Saturdays.AI is a non-profit in a mission to empower diverse individuals to learn Artificial Intelligence in a collaborative and project-based way, beyond the conventional education path.

During the first half of the program we learn the foundations of machine-learning and deep-learning by coding exercises on GPU enabled environments in a collaborative way, assisted by facilitators and mentors.

In the second half of the program, we build end2end AI powered prototypes using what we learnt on the "code2learn" phase, working with the dataset and model of our choice, we address a real problem with AI.

SaturdayAIFellows are committed to creating **positive social impact**, open source projects in exchange for their accessible education.

###...This project

Forest fires has become one of the biggest ecological problems suffered by our forests due to the high frequency and intensity it has acquired in recent years.

In Spain there is an annual average of 14,476 fires affecting 108,282.39 hectares of surface area (data from the last ten years 2005-2014). Fuente: Ministerio de Agricultura, Pesca y Alimentación.

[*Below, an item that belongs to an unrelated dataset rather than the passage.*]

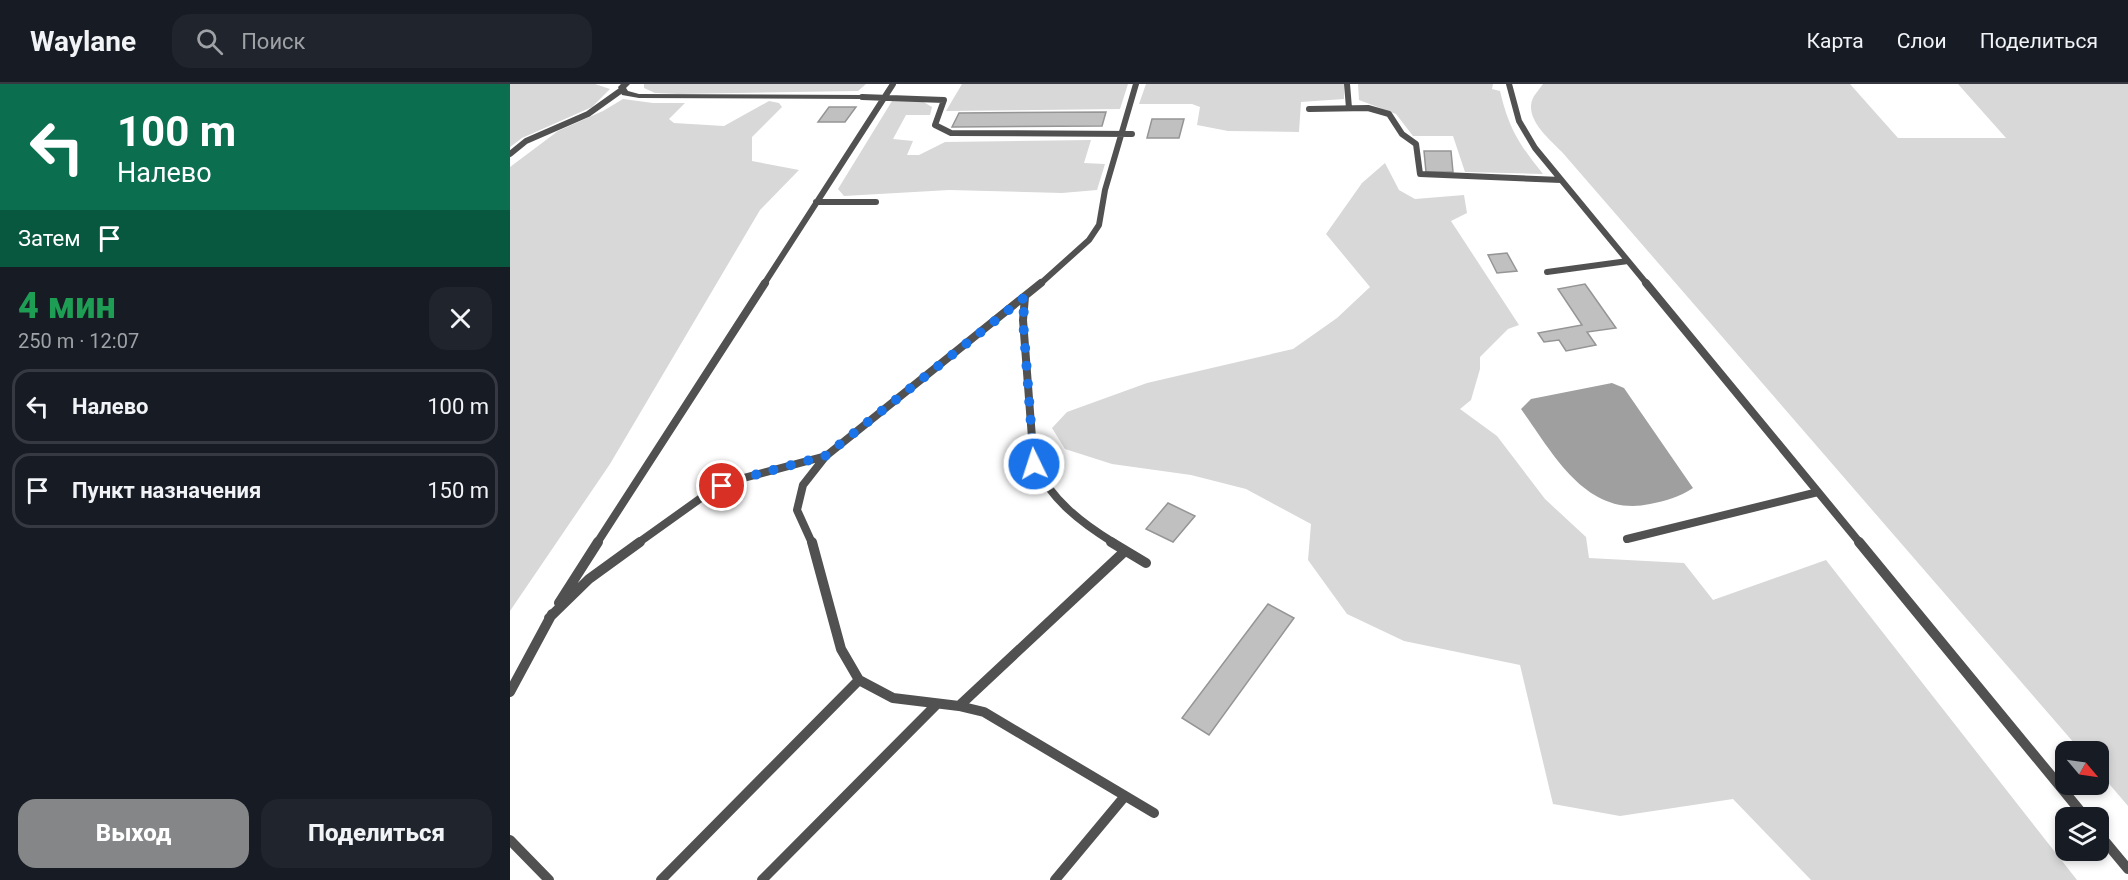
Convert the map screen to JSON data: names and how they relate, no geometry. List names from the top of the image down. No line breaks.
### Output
{"north":"bottom right","page":{"header":"Waylane","search":"Поиск","nav":["Карта","Слои","Поделиться"],"turn":["100 m","Налево"],"then":"Затем","heading":["4 мин","250 m · 12:07"],"list":[{"name":"Налево","value":"100 m"},{"name":"Пункт назначения","value":"150 m"}],"buttons":["Выход","Поделиться"]}}
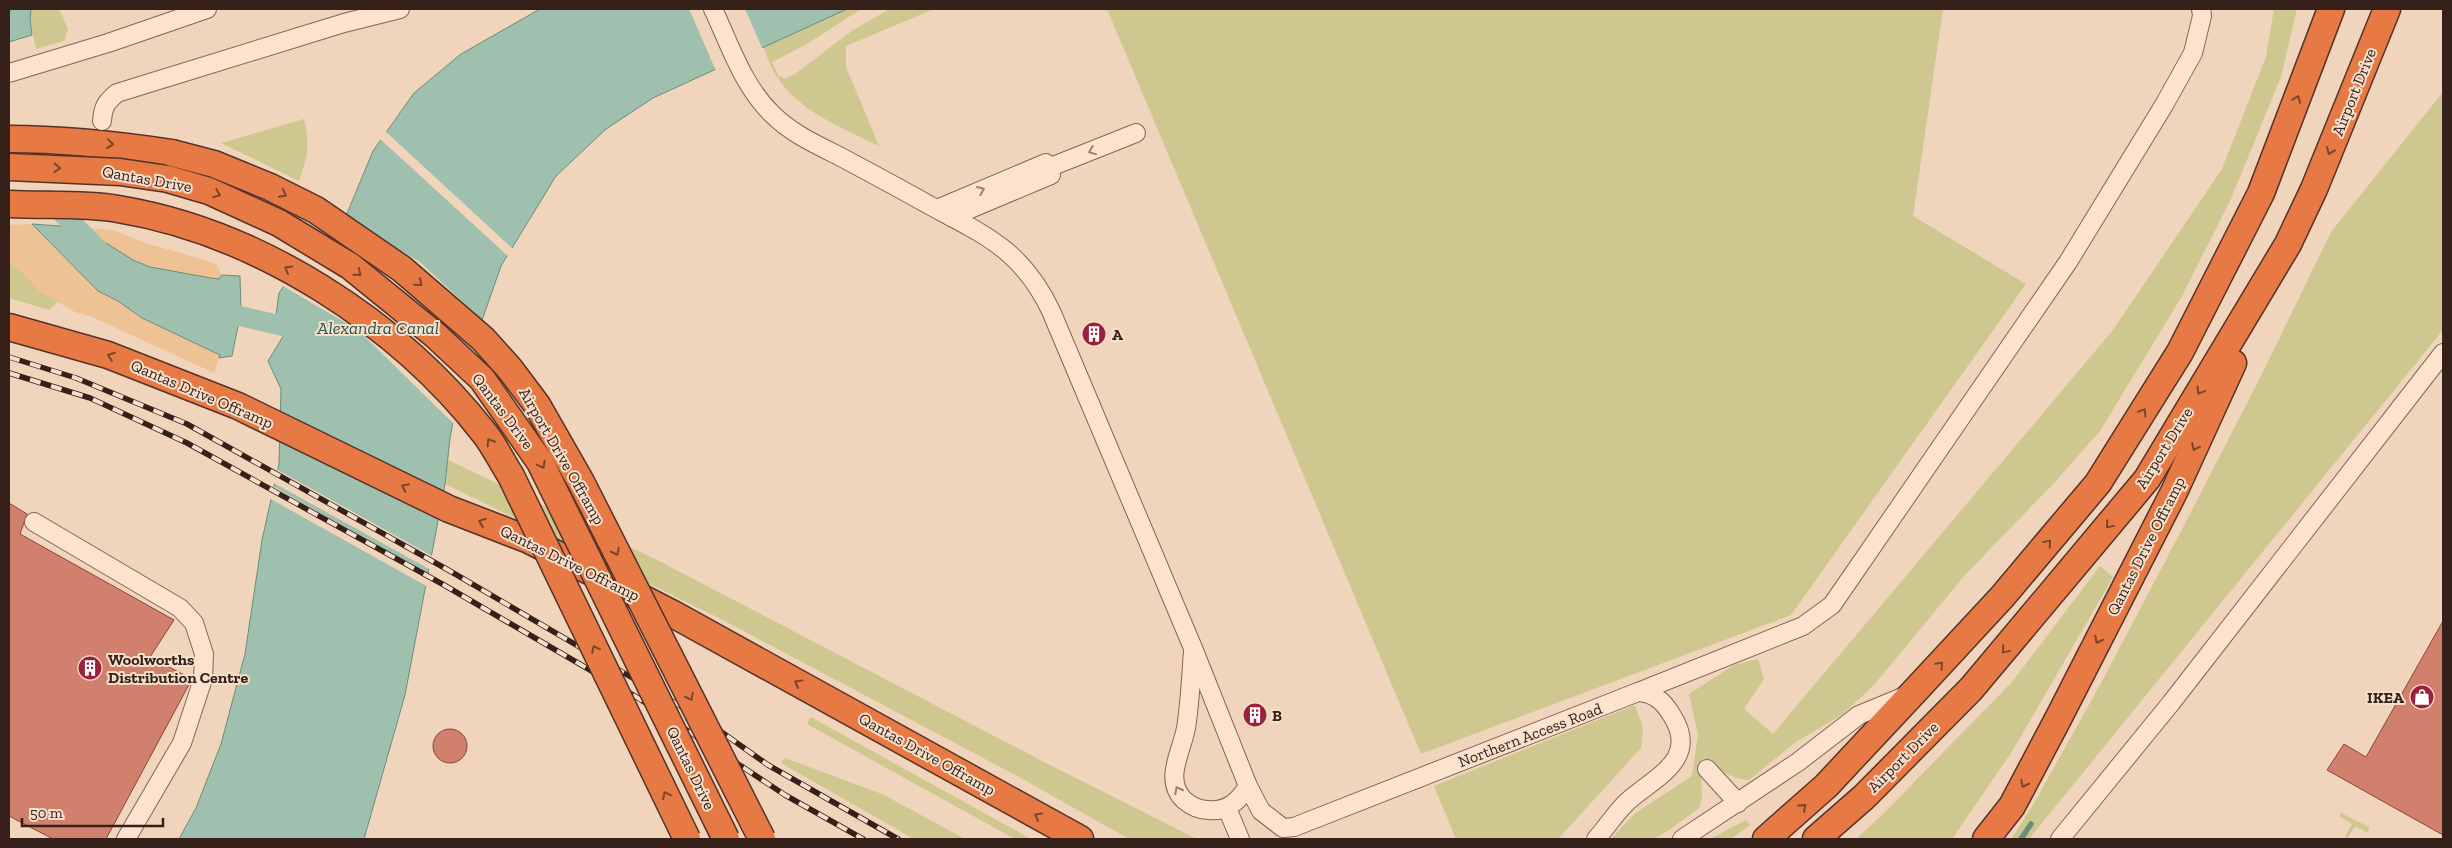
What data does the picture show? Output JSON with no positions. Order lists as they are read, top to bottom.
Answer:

The key is **prevention and early detection**. In this project we apply artificial intelligence to predict in real time the probability that fire will start, the intensity of the fire if it occurs and the measures, if any, that should be taken.

###...Our datasets

####*Fire information for resource management system (FIRMS)*
Summary elaborated by Rafa Sánchez
rafael.sanchez.duran@gmail.com

where to find https://firms.modaps.eosdis.nasa.gov/



NASA logo The Fire Information for Resource Management System (FIRMS) distributes Near Real-Time (NRT) active fire data within 3 hours of satellite observation from both the Moderate Resolution Imaging Spectroradiometer (MODIS) and the Visible Infrared Imaging Radiometer Suite (VIIRS).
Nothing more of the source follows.